I agree on the decade jumps, totally. But, I disagree that the movies should try to be balanced. In fact, I think that is one of the biggest problems with this movie. So many characters all dividing up screen-time. Instead of trying to balance things so that sideline characters get their moments, they should just cut the sidelined characters. It is important to have character moments, but they should be the ones that the plot demands.
I disagree. So many of the characters were non-entities (Storm, Angel, Jubilee, Psylocke... even Jean didn't have any backstory prior to being at the school though she did have presence and substance). That's down to the editing removing lots of scenes in most cases.
You can't just cut ALL those characters (though Jubilee could have been cut completely) because the X-Men are a team who need more than one opponent to go up against. Therefore, there will need to be multiple characters in the movie.
In addition, Apocalypse always has his four horsemen, with Archangel typically among them and expected to be there. The only way around the challenge of characterising those four horsemen (and failing in this case, as Angel, Psylocke and Storm were not very well characterised) would be to scrap the four we got and instead keep the original horsemen from the opening sequence - they could have been entombed alongside Apocalypse and wake up with him. I don't think those original four would need much characterisation.
What happened was that Magneto got too much screentime (and spent the climax mostly hovering in his magnetic force bubble), while the other three were shafted. Lack of balance.
I would say that trying to balance the movies and give every character their moment would be a mistake.
The Russos and Civil War say hello with their $1 billion box office. They managed balance, they managed little scenes (Spider-Man, Black Panther) that gave motivation/personality to brand new characters.
This obsession with removing everything that doesn't drive the plot is only one technique of filmmaking, it's not the only way to do it - as the Russos' efforts show.
One user review on Box Office Theory nailed this:
"Remember those people who kept whining Singer didn't do X or Y mutant "justice" in the previous movies because they were sidelined in favor of a tighter focus? they basically won. Singer made this movie for them, for people who always disliked the X-Men movies, and as a result, we got the most episodic, messy, rushed, overstuffed and unfocused X-Men yet.
Well this is sheer nonsense, because Angel, Psylocke, Storm and Jubilee WERE sidelined.
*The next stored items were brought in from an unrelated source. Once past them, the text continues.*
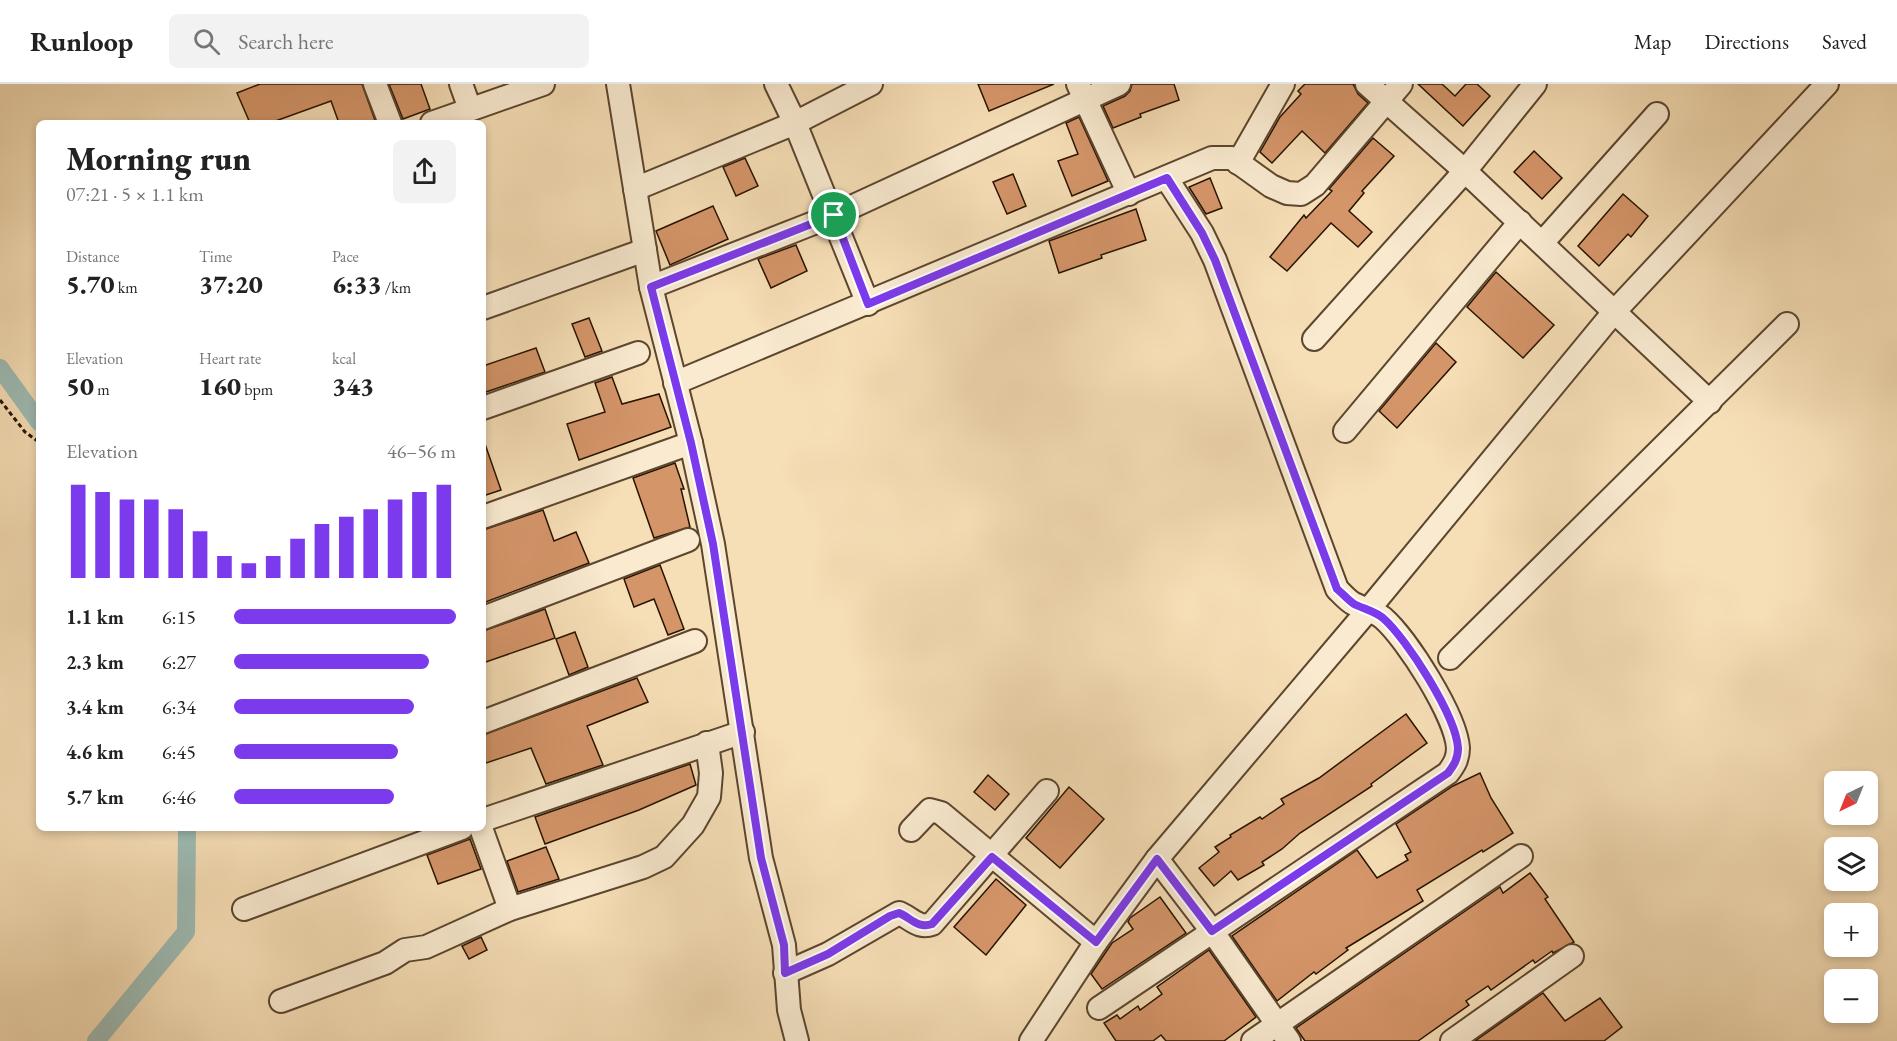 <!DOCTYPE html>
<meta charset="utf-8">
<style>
body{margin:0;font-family:"EB Garamond",serif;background:#f2f2f2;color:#222;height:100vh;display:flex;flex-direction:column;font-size:22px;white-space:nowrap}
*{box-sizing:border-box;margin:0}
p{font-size:20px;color:#767676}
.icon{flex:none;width:33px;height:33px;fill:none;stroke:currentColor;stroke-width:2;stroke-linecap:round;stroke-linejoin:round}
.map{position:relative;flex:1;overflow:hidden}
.side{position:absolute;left:36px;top:36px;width:450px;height:711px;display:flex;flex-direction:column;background:#fff;border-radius:9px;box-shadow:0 3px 9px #0003}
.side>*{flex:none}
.needle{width:39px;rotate:223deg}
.fabs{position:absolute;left:1824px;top:687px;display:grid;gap:12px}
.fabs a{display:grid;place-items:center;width:54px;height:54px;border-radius:9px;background:#fff;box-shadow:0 3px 9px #0003;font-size:30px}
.pin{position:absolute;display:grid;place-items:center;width:51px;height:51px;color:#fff;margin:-26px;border:3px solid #fff;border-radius:50%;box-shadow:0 2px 6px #0007}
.round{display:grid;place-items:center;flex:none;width:63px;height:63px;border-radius:9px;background:#f2f2f2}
.headline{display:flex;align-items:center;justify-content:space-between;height:102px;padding:0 30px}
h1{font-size:33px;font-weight:800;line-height:45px}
.figures{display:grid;grid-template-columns:repeat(3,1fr);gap:9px;height:102px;padding:6px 30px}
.figures div{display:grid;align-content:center}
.figures b{font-size:26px;font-weight:800}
.figures small{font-size:16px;font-weight:400}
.figures p{font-size:16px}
.chart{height:168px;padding:12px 30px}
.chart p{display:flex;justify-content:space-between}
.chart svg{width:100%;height:108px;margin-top:6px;stroke:#7c3aed;stroke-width:6}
ul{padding:0 30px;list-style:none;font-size:20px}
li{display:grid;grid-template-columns:96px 72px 1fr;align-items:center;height:45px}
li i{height:15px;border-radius:8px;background:#7c3aed}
header{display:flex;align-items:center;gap:36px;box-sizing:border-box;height:84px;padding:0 30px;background:#fff;border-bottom:2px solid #e0e0e0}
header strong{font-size:28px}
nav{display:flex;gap:33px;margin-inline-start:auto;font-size:21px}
.search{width:420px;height:54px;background:#f2f2f2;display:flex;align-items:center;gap:15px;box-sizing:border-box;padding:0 21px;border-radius:9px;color:#767676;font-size:22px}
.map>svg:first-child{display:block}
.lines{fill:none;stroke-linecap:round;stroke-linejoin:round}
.canal{stroke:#9dbbb4;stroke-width:18}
.building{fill:#d49569;stroke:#271300;stroke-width:1.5}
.minor-casing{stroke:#5b462e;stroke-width:26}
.path{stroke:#271300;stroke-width:3;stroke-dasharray:4.5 3;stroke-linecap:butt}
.minor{stroke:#f9ead0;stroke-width:22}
.route-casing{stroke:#fff;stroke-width:12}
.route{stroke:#7c3aed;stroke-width:8}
</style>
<header>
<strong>Runloop</strong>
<div class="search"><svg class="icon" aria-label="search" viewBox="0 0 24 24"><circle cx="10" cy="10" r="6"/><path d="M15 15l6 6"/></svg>Search here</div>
<nav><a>Map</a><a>Directions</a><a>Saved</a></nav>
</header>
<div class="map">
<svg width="1897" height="957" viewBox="0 0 1897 957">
<rect width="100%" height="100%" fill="#f6deb6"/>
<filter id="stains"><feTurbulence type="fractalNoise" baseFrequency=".00333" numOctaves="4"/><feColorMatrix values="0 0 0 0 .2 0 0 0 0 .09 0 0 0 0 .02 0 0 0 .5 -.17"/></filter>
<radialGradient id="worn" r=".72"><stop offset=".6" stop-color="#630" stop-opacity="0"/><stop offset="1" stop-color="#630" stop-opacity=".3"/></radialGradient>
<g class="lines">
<g class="canal">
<path d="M0 284 39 338"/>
<path d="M96 957 186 848 187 744"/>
</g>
</g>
<g class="building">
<path d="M260 0H362L376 39H339L331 17 270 39H250L237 9Z"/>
<path d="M389 0H421L430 25 403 35Z"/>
<path d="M978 0H1054L989 27Z"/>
<path d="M1132 0H1174L1179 16 1140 30 1141 33 1113 44 1103 22 1125 12 1130 7Z"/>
<path d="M1305 0H1353L1358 10 1368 19 1325 69 1302 47 1272 79 1260 68 1280 33 1301 10 1298 7Z"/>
<path d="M1418 0H1442L1455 12 1466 0H1477L1490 12 1463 42Z"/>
<path d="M1079 33 1108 97 1072 112 1058 77 1078 70 1066 39Z"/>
<path d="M1373 54 1394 72 1362 107 1364 109 1349 127 1372 148 1358 163 1331 139 1287 187 1270 173 1304 131 1306 134 1332 107 1329 105Z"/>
<path d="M1534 67 1562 94 1542 115 1514 88Z"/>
<path d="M745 74 758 102 736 112 723 83Z"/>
<path d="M1013 90 1026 122 1007 130 993 98Z"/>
<path d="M1210 94 1222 124 1206 130 1189 103Z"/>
<path d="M1623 110 1648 132 1631 153 1628 150 1599 182 1578 162Z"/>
<path d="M713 122 728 155 670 181 656 147Z"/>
<path d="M1136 125 1146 156 1101 171 1102 174 1059 189 1049 157Z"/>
<path d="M796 161 807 187 771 204 758 175Z"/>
<path d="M1496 188 1554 241 1523 274 1467 223Z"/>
<path d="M589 234 602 267 585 273 572 240Z"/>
<path d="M1436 259 1456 278 1397 344 1379 327Z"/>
<path d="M536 264 545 288 486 308 483 299V282Z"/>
<path d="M612 293 622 320 659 310 671 343 579 376 567 340 605 328 595 299Z"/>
<path d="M485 360 501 406 483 412V361Z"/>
<path d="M675 379 684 405H681L690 443 654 454 633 394Z"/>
<path d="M543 426 554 457 576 448 589 479 483 519V446Z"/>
<path d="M660 481 684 545 668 551 654 515 634 523 624 495Z"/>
<path d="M545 525 555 554 483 579V547Z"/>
<path d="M575 548 588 583 569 591 556 555Z"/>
<path d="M637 594 648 618 587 642 603 681 546 700 531 664 483 680V651Z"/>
<path d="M1406 630 1427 659 1371 700 1372 702 1300 749 1282 765 1262 778 1264 781 1238 796 1231 787 1214 802 1199 784 1219 768 1215 763 1231 753 1230 751 1260 733 1262 735 1284 720 1281 715 1319 694Z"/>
<path d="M690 680 696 701 639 726 545 760 535 733Z"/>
<path d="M1480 689 1491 714 1513 749 1483 768 1482 766 1417 806 1423 817 1346 864 1348 866 1316 890 1314 888 1277 917 1232 852 1357 766 1377 794 1408 776 1405 771 1411 768 1396 740 1453 702Z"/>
<path d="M988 691 1009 710 995 726 974 708Z"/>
<path d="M1069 703 1104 735 1060 784 1026 754Z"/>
<path d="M470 755 481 785 438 800 427 771Z"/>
<path d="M546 763 559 795 518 808 507 777Z"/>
<path d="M1530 789 1548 813 1545 815 1574 858 1553 869 1552 867 1535 879 1533 876 1491 906 1488 902 1466 917 1469 921 1418 957H1305L1296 944 1500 803 1503 809Z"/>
<path d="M996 795 1026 821 986 871 954 843Z"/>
<path d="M1160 813 1186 849 1102 905 1091 890 1112 859 1133 845 1128 838 1130 834Z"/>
<path d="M481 853 487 866 469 875 462 862Z"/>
<path d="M1209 866 1256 933 1224 957H1166L1161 951 1153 957H1116L1104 939 1117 931 1120 935 1138 922 1140 926 1162 910 1157 903Z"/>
<path d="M1543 909 1565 937 1600 914 1622 943 1604 957H1475Z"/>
</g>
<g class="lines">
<defs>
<g id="minor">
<path d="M375 0 390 39"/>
<path d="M461 0 470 25"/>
<path d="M618 0 651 203 691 359 713 460 761 774 784 861 789 926 797 957"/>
<path d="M776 0 795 39 868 220"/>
<path d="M1078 0 1129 110"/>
<path d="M1367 0 1465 87 1710 318"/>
<path d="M432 39 543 0"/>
<path d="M1238 79 1283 0"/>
<path d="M635 105 795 39 871 0"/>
<path d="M1542 159 1657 30"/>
<path d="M651 203 834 131 1119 0"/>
<path d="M483 224 645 166"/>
<path d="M1314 255 1465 87 1535 0"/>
<path d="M675 299 1212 74H1232L1271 102 1287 109 1301 110 1315 101 1401 0"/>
<path d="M483 324 638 269"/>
<path d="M1345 347 1520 138"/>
<path d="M483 433 691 359"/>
<path d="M483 534 688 456"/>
<path d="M1450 574 1787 240"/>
<path d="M483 638 695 557"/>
<path d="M483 736 743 648"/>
<path d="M481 744 510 825"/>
<path d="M911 746 930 726 941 729 1096 858"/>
<path d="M1157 775 1212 847 1289 957"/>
<path d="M244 825 462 744"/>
<path d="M785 889 828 870 899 829C911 834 918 845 932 840L1047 707"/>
<path d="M281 917 385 879 405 866 426 863 510 825 643 783 664 773 693 741 709 713 711 689 707 659"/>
<path d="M1099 924 1448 689C1454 681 1458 675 1458 664 1456 632 1407 555 1383 534 1374 527 1364 525 1354 520 1348 517 1342 510 1337 505L1215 176 1202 149 1167 95"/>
<path d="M1031 957 1096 858 1157 775 1369 525 1614 228 1827 0"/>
<path d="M1253 957 1521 772"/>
<path d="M1452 957 1572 872"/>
</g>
</defs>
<use href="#minor" class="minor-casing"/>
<path class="path" d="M0 316 25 348 39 358"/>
<use href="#minor" class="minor"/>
</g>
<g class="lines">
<defs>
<path id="route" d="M1167 94 1202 149 1215 176 1337 505C1342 509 1348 516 1354 520 1364 525 1374 527 1383 534 1407 555 1456 632 1458 664 1458 675 1454 681 1448 689L1212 847 1157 775 1096 858 992 773 932 840C918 845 911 834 899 829L890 832 828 870 785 889 784 861 761 774 713 460 691 359 651 203 834 131 868 220Z"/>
</defs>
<use href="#route" class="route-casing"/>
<use href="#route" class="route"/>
</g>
<rect width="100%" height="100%" filter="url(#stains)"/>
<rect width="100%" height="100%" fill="url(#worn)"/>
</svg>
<div class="fabs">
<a><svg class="needle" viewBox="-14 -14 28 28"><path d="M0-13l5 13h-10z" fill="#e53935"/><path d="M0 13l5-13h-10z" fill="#767676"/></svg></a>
<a><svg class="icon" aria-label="layers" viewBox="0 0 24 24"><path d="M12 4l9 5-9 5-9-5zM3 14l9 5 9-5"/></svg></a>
<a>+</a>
<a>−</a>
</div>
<div class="pin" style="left:834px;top:131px;background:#1e9e55"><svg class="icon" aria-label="arrive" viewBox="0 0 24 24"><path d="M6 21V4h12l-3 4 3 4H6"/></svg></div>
<section class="side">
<div class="headline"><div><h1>Morning run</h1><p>07:21 · 5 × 1.1 km</p></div><a class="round"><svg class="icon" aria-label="share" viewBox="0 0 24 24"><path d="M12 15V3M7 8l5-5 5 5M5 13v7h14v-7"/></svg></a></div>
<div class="figures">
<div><p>Distance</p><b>5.70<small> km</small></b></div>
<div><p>Time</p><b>37:20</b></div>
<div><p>Pace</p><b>6:33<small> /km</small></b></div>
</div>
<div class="figures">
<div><p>Elevation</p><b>50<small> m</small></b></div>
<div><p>Heart rate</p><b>160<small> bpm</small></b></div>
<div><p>kcal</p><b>343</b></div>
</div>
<div class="chart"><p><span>Elevation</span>46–56 m</p>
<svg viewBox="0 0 160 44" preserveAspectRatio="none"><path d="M5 44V6M15 44V9M25 44V12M35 44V12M45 44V16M55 44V25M65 44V35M75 44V38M85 44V35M95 44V28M105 44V22M115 44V19M125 44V16M135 44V12M145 44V9M155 44V6"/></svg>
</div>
<ul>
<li><b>1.1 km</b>6:15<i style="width:100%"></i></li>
<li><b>2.3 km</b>6:27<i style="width:88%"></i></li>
<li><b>3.4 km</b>6:34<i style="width:81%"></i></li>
<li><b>4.6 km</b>6:45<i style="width:74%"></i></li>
<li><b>5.7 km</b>6:46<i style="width:72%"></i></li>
</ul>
</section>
</div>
Jubilee should never have been in the script, the others should have been developed a little more (removing some of the other stuff with Magneto would have been easy, such as the Auschwitz scene).
Also, I had a big problem with the editing, you know when you feel the shot should have been a few seconds longer? that's basically the entire movie, never letting it breathe properly, I was like calm down for a bit."
The story was very disjointed, especially at the start, with all that flitting round the world. I think a problematic script is at the heart of it. An Extended Edition would go some way to sweeping away the complaints.